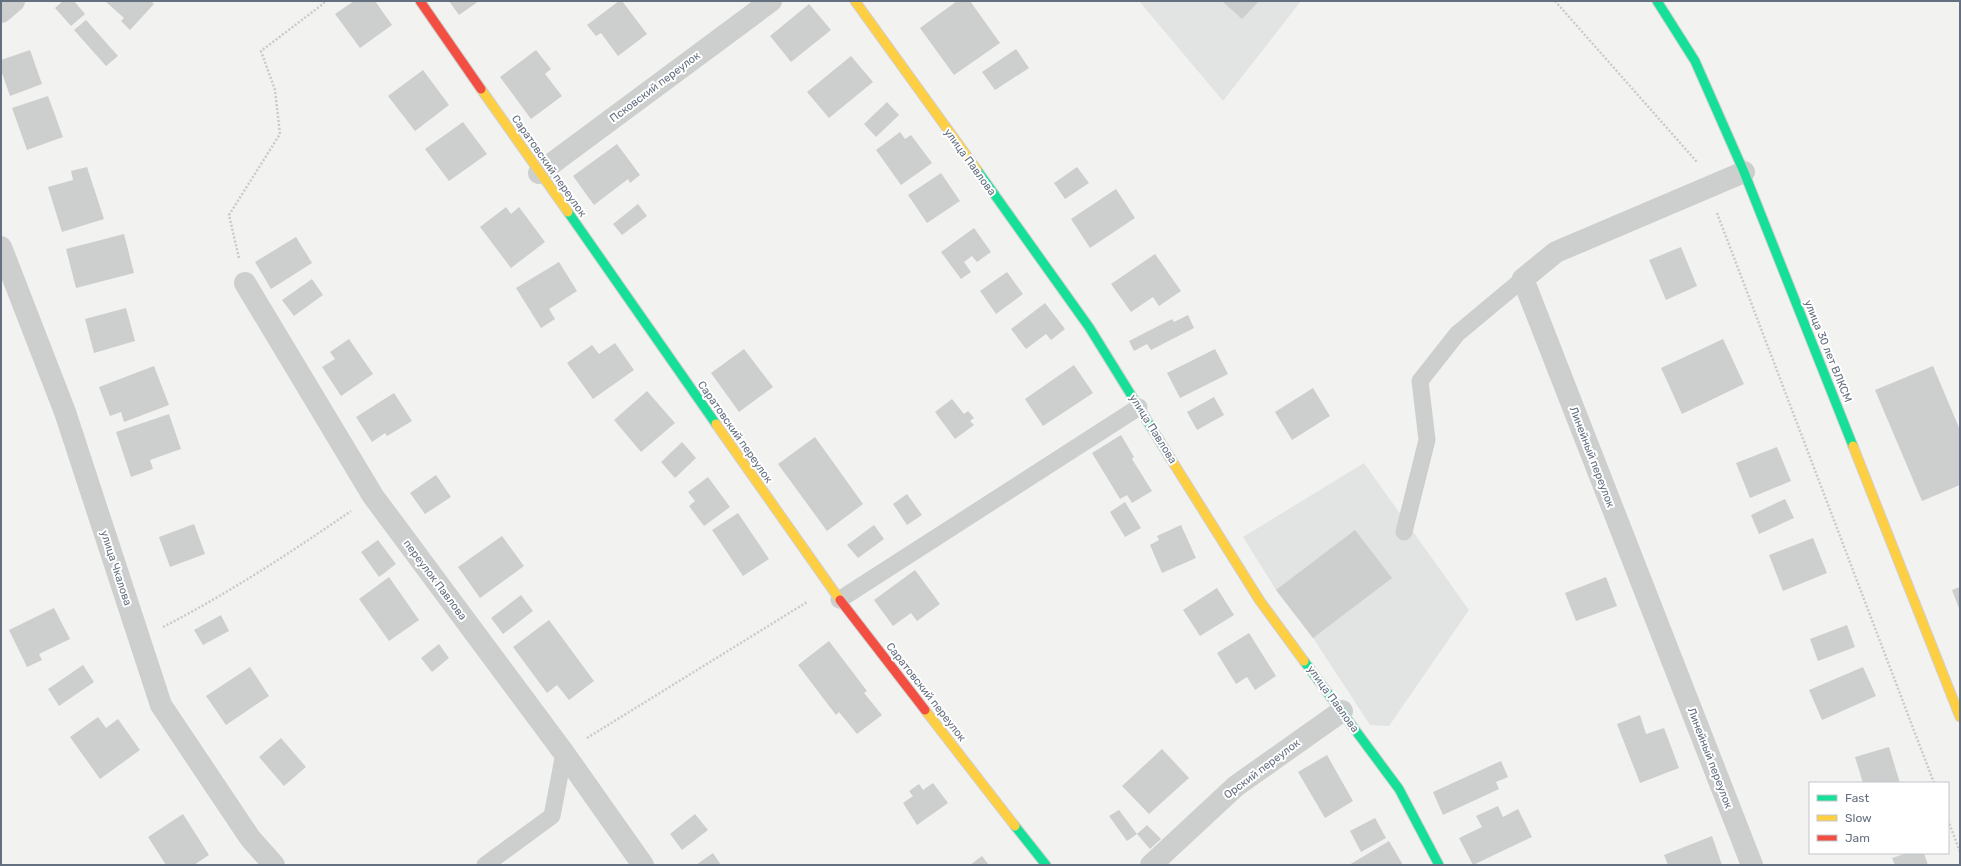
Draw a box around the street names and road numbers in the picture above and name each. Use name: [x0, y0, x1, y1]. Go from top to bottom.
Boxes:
street label: Псковский переулок: [607, 49, 703, 125]
street label: Саратовский переулок: [509, 112, 589, 220]
street label: улица Павлова: [941, 126, 999, 198]
street label: улица 30 лет ВЛКСМ: [1802, 298, 1854, 404]
street label: Саратовский переулок: [695, 378, 775, 486]
street label: улица Павлова: [1126, 392, 1180, 466]
street label: Линейный переулок: [1567, 405, 1617, 510]
street label: улица Чкалова: [98, 529, 134, 607]
street label: переулок Павлова: [401, 537, 469, 623]
street label: Саратовский переулок: [883, 640, 969, 744]
street label: улица Павлова: [1304, 663, 1362, 735]
street label: Линейный переулок: [1685, 706, 1735, 811]
street label: Орский переулок: [1222, 736, 1303, 802]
·····
--- Problem details ---
What's needed is a word-for-word retyping of the listing, minus its pictures.

--- Written reply ---
Draw a box around the street names and road numbers in the picture above and name each. Use name: [x0, y0, x1, y1]. Go from top to bottom.
Boxes:
street label: Псковский переулок: [607, 49, 703, 125]
street label: Саратовский переулок: [509, 112, 589, 220]
street label: улица Павлова: [941, 126, 999, 198]
street label: улица 30 лет ВЛКСМ: [1802, 298, 1854, 404]
street label: Саратовский переулок: [695, 378, 775, 486]
street label: улица Павлова: [1126, 392, 1180, 466]
street label: Линейный переулок: [1567, 405, 1617, 510]
street label: улица Чкалова: [98, 529, 134, 607]
street label: переулок Павлова: [401, 537, 469, 623]
street label: Саратовский переулок: [883, 640, 969, 744]
street label: улица Павлова: [1304, 663, 1362, 735]
street label: Линейный переулок: [1685, 706, 1735, 811]
street label: Орский переулок: [1222, 736, 1303, 802]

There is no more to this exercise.